10" longer than stock

Rough Country's website says their extended lines are 22" long, and for a 4-6" lift, which doesnt make sense. I just measured the lines on my wife's 90 (stock height) at ~20". Specs on Rock Auto's website confirms this. So i dunno where RC is coming up with that length. We're in the parts ordering phase for lifting hers so im currently looking for longer lines as well, but 10" is a bit much.
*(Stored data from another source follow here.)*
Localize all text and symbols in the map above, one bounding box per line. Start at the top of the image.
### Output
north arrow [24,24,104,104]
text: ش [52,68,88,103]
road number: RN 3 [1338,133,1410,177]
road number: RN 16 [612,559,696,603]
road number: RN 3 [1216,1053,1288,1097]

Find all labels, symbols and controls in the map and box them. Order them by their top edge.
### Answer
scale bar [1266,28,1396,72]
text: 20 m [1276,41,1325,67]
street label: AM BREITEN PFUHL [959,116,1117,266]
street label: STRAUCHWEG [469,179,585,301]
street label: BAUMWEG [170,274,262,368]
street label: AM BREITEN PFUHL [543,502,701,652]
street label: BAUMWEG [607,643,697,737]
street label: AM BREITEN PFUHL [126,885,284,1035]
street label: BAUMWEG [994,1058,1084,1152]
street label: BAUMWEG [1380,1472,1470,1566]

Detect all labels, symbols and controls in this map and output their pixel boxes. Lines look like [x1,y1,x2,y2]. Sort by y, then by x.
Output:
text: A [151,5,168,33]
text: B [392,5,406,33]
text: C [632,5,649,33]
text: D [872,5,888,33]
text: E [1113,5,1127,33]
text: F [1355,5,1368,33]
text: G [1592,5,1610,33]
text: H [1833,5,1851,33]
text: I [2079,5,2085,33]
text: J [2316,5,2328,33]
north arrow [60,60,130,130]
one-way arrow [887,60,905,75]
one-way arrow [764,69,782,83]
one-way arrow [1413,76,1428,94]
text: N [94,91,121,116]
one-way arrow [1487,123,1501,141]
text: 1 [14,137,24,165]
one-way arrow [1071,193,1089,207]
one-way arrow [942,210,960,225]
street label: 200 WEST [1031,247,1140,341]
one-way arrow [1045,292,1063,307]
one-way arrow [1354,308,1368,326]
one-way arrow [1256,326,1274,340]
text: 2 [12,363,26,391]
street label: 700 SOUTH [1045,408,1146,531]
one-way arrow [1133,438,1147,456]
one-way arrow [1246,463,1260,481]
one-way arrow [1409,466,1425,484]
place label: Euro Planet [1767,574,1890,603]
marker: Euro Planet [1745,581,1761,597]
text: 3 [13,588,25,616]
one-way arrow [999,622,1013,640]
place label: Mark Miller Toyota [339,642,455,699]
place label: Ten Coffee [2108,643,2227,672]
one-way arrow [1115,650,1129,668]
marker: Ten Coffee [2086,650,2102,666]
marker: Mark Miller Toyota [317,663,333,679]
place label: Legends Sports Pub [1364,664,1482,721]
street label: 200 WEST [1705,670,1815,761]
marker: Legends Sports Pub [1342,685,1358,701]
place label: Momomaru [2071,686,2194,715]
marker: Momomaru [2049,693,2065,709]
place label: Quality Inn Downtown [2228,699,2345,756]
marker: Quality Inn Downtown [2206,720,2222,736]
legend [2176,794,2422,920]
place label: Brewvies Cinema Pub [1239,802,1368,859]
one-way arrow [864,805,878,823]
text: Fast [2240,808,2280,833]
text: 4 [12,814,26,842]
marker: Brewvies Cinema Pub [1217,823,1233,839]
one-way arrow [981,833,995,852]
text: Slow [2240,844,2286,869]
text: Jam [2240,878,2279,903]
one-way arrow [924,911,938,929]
Edit: Bronco Graveyard has some at 26" long:
Exactly; thanks for reconfirming.:beer:

I lifted the front of the Bronco by the frame via welded hitch at frame horns until tires were off the ground.
Found factory original brake lines to be at max length; possibly a bit beyond max.:eek:

So you think 26" is long enough?

$75 vs $95 also.🤔
 
Im looking at those Bronco Graveyard lines for my wife's bronco, which should end up ~4" lift. Im not sure where youre at in regards to amount of lift, but in our case i think 6" longer for a 4" lift will be more than enough. If youre at max length with the front end just hanging like that, and these are 6" longer, i think theyll be plenty long for your truck.
 
Im looking at those Bronco Graveyard lines for my wife's bronco, which should end up ~4" lift. Im not sure where youre at in regards to amount of lift, but in our case i think 6" longer for a 4" lift will be more than enough. If youre at max length with the front end just hanging like that, and these are 6" longer, i think theyll be plenty long for your truck.
Do you have any experience or opinions on Prothane axle pivot bushings?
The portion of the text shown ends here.